EXERCISE PROMPT:
Begin at the line below that has "function trace(path, color, width, dash)" and stop after the line that has "function label(font, color, halo, rows, align". Please restate only those lines, word for word.

[Saved data entries]
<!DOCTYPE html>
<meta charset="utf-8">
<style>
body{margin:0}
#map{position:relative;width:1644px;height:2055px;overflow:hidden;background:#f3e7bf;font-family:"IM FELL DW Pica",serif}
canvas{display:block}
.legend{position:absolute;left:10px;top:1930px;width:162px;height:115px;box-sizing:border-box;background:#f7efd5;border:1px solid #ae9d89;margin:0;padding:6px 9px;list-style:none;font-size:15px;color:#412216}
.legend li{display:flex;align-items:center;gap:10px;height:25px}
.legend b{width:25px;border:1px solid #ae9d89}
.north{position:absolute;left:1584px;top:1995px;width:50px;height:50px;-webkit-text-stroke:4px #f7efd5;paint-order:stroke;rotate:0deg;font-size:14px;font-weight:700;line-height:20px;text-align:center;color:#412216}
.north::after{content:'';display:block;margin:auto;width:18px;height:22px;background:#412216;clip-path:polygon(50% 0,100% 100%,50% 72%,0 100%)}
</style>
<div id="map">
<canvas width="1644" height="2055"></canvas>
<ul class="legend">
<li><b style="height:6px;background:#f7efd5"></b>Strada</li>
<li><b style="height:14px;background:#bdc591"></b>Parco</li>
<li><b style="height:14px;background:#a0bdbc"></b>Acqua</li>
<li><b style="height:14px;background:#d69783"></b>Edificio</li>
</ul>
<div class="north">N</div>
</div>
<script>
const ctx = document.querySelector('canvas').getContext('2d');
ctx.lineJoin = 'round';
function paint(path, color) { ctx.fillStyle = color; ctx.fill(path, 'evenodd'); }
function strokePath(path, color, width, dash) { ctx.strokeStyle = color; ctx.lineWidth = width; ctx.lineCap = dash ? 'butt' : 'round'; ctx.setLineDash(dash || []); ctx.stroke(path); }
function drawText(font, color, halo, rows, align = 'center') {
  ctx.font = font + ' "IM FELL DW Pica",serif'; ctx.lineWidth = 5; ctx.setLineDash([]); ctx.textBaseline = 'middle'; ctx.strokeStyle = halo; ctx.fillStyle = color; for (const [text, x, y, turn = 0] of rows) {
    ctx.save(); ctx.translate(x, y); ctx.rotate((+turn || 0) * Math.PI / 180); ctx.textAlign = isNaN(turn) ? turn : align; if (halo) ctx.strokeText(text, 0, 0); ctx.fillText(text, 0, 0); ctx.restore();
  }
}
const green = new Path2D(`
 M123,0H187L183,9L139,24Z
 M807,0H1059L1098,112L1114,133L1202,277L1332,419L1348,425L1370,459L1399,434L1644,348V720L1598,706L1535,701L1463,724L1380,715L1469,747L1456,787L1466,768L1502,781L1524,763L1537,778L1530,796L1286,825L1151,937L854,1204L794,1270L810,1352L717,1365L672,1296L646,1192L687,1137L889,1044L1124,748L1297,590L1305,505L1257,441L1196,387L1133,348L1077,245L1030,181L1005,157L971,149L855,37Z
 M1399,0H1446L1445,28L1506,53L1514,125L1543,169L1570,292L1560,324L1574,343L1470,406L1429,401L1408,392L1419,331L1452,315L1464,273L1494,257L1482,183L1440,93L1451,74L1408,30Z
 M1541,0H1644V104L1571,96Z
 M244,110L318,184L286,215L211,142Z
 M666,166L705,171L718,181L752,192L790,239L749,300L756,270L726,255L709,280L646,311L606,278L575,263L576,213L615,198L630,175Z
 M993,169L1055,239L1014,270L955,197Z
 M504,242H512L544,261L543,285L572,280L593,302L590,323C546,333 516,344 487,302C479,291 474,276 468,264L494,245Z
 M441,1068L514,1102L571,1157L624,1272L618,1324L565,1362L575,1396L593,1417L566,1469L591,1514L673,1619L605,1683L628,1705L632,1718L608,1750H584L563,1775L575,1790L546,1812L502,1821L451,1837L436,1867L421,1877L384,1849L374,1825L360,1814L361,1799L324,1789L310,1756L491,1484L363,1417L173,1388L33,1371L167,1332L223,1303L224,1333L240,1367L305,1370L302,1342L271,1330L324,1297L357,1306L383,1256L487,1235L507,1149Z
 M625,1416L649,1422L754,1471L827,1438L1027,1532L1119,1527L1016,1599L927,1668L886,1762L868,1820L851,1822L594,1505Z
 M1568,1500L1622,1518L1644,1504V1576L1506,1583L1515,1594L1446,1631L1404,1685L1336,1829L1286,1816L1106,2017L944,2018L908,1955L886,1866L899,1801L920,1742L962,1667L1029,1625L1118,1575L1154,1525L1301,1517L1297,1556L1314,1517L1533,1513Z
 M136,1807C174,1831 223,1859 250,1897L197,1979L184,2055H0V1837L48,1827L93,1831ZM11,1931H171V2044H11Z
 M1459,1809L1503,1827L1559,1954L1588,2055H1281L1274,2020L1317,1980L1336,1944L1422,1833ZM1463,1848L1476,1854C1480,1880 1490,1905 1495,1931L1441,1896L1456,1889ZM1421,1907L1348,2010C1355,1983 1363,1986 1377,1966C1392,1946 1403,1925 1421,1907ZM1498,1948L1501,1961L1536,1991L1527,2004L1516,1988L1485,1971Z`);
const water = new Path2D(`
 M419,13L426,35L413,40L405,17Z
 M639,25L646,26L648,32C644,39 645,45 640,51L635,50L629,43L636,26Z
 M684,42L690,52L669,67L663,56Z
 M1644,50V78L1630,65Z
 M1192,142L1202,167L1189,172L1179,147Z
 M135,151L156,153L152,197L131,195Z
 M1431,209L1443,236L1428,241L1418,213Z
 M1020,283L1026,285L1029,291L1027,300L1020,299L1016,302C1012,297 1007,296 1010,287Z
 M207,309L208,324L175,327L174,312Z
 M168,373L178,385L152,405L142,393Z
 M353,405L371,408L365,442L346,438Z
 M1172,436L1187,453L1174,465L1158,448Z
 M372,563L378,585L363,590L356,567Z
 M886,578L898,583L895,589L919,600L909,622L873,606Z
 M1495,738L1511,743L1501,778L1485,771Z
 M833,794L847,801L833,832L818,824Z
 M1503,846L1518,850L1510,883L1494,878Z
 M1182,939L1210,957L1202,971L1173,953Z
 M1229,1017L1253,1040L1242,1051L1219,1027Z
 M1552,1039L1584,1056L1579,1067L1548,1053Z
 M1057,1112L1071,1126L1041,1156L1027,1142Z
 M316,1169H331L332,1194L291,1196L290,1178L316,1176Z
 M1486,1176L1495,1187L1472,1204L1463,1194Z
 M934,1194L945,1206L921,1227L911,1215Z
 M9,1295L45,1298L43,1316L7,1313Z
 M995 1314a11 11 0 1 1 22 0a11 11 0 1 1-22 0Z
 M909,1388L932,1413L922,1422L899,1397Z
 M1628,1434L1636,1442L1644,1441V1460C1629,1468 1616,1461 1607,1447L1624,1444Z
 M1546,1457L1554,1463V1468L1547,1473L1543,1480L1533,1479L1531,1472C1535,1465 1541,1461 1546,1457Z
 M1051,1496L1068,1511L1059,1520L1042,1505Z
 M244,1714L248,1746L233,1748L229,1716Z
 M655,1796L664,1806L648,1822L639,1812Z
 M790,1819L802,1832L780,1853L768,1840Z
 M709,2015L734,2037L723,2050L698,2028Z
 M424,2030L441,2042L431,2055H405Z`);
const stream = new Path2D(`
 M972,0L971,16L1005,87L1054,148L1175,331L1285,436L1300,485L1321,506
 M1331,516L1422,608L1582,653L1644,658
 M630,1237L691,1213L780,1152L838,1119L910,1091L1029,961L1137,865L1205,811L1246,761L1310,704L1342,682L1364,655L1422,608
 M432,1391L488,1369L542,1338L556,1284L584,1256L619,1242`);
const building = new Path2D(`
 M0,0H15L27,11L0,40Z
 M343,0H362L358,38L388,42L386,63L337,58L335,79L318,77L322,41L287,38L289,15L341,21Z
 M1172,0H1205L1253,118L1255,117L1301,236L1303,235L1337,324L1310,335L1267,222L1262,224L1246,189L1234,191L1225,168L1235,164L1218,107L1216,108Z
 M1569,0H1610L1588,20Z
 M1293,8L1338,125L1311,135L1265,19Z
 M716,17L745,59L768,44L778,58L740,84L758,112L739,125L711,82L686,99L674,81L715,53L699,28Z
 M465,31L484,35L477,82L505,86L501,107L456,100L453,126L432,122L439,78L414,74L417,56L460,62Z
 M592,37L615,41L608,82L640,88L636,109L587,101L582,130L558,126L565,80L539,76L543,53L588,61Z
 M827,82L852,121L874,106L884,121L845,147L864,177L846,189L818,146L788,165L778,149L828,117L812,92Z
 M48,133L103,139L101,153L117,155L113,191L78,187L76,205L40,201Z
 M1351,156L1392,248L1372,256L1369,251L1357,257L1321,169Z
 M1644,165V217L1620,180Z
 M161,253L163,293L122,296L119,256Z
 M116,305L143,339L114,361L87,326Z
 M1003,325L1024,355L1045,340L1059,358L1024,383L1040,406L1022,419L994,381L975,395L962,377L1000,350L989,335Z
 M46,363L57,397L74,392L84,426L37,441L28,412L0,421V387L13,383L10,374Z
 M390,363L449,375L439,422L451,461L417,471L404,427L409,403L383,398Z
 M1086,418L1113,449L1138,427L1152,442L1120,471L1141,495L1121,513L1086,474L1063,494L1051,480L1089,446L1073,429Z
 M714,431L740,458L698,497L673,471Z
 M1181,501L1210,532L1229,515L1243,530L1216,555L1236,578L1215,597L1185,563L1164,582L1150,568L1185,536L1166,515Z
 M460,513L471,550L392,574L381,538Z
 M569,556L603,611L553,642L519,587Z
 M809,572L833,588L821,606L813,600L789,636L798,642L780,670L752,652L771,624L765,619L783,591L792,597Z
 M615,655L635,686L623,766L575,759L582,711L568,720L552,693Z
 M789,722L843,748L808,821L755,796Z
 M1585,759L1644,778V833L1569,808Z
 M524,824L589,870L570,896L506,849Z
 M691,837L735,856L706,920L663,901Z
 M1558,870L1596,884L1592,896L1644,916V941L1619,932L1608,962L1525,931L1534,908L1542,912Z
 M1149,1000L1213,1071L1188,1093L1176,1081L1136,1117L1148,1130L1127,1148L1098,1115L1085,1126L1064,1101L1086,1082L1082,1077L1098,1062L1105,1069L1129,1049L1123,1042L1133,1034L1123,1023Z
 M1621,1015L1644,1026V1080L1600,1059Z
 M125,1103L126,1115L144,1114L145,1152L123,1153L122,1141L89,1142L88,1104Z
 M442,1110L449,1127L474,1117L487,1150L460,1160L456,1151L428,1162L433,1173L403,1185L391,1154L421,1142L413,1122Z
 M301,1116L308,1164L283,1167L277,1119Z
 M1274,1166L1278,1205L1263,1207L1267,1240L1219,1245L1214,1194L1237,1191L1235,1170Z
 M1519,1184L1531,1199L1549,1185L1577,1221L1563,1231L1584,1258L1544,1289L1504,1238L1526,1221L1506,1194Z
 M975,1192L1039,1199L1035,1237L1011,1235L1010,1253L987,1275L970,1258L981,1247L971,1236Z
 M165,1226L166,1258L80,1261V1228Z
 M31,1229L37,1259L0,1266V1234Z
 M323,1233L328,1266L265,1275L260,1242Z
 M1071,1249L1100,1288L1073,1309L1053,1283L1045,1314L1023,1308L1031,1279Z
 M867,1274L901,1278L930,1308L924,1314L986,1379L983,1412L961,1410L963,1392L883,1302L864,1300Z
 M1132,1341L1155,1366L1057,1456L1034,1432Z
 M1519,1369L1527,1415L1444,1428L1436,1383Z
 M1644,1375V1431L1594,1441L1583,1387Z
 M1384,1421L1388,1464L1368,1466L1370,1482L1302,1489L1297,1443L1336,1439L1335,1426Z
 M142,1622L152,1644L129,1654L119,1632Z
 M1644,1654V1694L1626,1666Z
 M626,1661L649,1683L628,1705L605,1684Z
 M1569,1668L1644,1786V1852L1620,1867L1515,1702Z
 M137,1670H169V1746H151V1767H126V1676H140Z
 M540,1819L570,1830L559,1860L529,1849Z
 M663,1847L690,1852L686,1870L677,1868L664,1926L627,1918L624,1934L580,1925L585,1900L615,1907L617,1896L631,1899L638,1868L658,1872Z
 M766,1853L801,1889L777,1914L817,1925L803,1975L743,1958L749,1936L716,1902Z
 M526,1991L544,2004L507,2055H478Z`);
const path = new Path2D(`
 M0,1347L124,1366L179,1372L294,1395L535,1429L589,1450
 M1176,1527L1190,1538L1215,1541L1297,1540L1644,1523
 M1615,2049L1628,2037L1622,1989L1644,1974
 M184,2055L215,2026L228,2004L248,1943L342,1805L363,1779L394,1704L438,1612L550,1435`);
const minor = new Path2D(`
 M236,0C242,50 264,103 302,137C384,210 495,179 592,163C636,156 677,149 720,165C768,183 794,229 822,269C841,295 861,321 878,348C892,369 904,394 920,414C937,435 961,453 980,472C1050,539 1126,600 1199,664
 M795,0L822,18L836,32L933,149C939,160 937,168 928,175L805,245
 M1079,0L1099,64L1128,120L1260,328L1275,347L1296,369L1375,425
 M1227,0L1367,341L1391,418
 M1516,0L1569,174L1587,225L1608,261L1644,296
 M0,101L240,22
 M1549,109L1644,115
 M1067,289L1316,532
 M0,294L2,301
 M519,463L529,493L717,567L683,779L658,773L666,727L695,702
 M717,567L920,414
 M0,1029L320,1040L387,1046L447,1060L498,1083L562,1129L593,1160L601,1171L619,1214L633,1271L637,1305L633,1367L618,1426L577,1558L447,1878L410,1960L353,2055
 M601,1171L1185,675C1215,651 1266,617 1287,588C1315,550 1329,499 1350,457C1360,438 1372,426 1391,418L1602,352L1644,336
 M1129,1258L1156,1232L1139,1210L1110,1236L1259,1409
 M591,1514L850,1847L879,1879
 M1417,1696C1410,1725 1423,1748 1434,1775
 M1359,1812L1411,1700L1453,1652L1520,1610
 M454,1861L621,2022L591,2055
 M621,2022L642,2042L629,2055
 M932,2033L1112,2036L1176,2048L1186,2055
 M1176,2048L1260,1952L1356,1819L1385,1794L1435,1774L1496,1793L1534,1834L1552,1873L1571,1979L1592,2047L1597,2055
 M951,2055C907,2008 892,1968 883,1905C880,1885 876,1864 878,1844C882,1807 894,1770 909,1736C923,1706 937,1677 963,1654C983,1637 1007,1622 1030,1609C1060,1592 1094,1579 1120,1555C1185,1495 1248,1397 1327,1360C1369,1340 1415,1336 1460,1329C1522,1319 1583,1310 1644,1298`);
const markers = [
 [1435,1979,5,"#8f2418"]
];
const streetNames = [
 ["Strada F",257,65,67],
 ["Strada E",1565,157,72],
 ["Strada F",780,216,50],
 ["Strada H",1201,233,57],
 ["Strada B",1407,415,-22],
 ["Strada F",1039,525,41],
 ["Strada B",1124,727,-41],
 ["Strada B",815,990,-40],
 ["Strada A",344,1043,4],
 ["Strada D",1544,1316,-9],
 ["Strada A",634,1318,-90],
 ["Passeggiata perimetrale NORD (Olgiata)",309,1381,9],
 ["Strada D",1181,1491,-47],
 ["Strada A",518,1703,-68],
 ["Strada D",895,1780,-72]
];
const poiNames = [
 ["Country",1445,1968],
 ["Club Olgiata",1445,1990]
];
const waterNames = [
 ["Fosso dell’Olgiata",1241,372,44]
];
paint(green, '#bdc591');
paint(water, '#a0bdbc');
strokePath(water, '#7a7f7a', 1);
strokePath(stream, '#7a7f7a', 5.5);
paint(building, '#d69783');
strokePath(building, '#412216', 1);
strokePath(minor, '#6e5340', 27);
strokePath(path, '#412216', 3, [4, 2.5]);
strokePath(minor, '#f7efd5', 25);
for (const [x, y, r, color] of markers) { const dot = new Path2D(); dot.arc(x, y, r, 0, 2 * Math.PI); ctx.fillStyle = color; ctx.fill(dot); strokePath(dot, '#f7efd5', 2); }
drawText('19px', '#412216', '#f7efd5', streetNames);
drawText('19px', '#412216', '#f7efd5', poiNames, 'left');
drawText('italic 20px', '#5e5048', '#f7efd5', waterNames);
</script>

---

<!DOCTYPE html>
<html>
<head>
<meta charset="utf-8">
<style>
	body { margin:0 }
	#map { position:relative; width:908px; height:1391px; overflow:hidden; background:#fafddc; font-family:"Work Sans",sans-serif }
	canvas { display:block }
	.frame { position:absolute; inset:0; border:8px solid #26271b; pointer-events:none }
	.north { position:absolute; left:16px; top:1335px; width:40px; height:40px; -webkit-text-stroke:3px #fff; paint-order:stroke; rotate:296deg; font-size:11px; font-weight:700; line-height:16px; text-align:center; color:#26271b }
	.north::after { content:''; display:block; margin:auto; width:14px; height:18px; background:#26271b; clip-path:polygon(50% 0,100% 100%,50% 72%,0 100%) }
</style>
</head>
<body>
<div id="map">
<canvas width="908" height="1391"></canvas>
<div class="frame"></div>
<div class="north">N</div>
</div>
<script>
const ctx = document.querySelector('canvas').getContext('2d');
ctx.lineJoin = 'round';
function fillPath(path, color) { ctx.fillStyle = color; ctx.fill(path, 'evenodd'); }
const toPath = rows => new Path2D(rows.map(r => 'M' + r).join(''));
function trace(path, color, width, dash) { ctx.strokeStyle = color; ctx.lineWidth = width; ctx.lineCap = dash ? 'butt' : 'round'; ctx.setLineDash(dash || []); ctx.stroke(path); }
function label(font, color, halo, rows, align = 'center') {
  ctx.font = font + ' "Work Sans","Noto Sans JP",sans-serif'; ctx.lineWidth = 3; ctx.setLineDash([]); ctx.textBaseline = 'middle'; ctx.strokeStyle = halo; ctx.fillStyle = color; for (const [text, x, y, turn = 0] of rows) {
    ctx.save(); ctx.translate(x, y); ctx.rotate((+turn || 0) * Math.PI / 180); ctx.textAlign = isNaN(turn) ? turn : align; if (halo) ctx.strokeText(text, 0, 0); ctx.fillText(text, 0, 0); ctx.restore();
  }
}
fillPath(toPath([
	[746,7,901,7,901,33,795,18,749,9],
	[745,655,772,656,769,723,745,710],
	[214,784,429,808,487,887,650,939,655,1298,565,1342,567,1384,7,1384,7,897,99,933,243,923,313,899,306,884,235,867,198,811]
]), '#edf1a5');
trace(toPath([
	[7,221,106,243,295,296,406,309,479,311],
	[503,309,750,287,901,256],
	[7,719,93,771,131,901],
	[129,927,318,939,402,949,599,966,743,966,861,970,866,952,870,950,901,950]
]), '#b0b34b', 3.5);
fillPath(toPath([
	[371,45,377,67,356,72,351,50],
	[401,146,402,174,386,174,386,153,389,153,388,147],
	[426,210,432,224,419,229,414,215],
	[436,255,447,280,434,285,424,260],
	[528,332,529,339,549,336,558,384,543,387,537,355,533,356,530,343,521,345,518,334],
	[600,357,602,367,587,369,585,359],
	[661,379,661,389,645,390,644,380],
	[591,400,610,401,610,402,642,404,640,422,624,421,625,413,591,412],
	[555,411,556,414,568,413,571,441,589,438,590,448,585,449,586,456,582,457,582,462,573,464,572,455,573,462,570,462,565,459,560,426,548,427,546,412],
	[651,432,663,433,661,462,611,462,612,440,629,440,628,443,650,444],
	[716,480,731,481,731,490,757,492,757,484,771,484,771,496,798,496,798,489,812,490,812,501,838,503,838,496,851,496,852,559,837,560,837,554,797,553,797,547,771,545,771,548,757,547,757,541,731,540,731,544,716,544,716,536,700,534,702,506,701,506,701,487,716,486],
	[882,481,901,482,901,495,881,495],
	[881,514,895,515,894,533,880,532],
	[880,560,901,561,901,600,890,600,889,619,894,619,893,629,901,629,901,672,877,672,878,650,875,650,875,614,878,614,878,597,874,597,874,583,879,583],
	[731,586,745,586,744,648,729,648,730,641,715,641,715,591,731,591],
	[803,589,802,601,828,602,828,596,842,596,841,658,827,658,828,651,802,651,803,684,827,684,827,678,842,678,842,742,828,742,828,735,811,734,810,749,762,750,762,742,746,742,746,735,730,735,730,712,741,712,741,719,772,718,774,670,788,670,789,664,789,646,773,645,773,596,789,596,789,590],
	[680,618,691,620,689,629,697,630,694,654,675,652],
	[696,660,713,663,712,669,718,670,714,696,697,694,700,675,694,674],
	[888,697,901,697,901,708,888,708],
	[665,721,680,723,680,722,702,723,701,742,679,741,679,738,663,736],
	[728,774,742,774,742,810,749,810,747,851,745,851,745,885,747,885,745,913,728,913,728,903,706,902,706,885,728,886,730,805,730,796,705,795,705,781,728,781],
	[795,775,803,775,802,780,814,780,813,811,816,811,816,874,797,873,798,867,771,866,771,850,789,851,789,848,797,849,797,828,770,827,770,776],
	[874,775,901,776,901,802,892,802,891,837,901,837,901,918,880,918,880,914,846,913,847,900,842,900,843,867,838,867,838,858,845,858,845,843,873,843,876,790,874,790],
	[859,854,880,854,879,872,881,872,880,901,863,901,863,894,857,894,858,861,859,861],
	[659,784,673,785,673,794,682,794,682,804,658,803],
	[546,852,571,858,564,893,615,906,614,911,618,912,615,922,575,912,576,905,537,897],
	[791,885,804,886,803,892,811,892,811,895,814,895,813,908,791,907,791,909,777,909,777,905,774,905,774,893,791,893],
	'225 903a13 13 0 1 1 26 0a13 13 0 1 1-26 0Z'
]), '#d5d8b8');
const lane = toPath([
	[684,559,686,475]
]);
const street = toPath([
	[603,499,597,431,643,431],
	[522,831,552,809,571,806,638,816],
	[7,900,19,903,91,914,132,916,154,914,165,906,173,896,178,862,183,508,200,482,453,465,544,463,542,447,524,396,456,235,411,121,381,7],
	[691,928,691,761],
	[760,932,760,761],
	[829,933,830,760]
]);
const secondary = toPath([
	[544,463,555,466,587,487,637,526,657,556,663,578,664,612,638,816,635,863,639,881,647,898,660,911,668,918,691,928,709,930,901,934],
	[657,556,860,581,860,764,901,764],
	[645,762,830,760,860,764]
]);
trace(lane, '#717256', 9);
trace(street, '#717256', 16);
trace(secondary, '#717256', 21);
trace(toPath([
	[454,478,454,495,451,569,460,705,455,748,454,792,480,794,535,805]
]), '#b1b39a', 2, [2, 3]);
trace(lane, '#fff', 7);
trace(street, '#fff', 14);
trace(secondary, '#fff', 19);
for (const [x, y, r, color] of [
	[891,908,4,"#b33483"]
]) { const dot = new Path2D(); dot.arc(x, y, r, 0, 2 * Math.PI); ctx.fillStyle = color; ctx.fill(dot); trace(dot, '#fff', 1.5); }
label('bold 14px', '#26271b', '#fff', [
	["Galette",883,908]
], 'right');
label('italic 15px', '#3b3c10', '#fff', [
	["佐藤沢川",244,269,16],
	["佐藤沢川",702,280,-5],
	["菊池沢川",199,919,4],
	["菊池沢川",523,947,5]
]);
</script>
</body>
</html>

FINISHED EXERCISE:
function trace(path, color, width, dash) { ctx.strokeStyle = color; ctx.lineWidth = width; ctx.lineCap = dash ? 'butt' : 'round'; ctx.setLineDash(dash || []); ctx.stroke(path); }
function label(font, color, halo, rows, align = 'center') {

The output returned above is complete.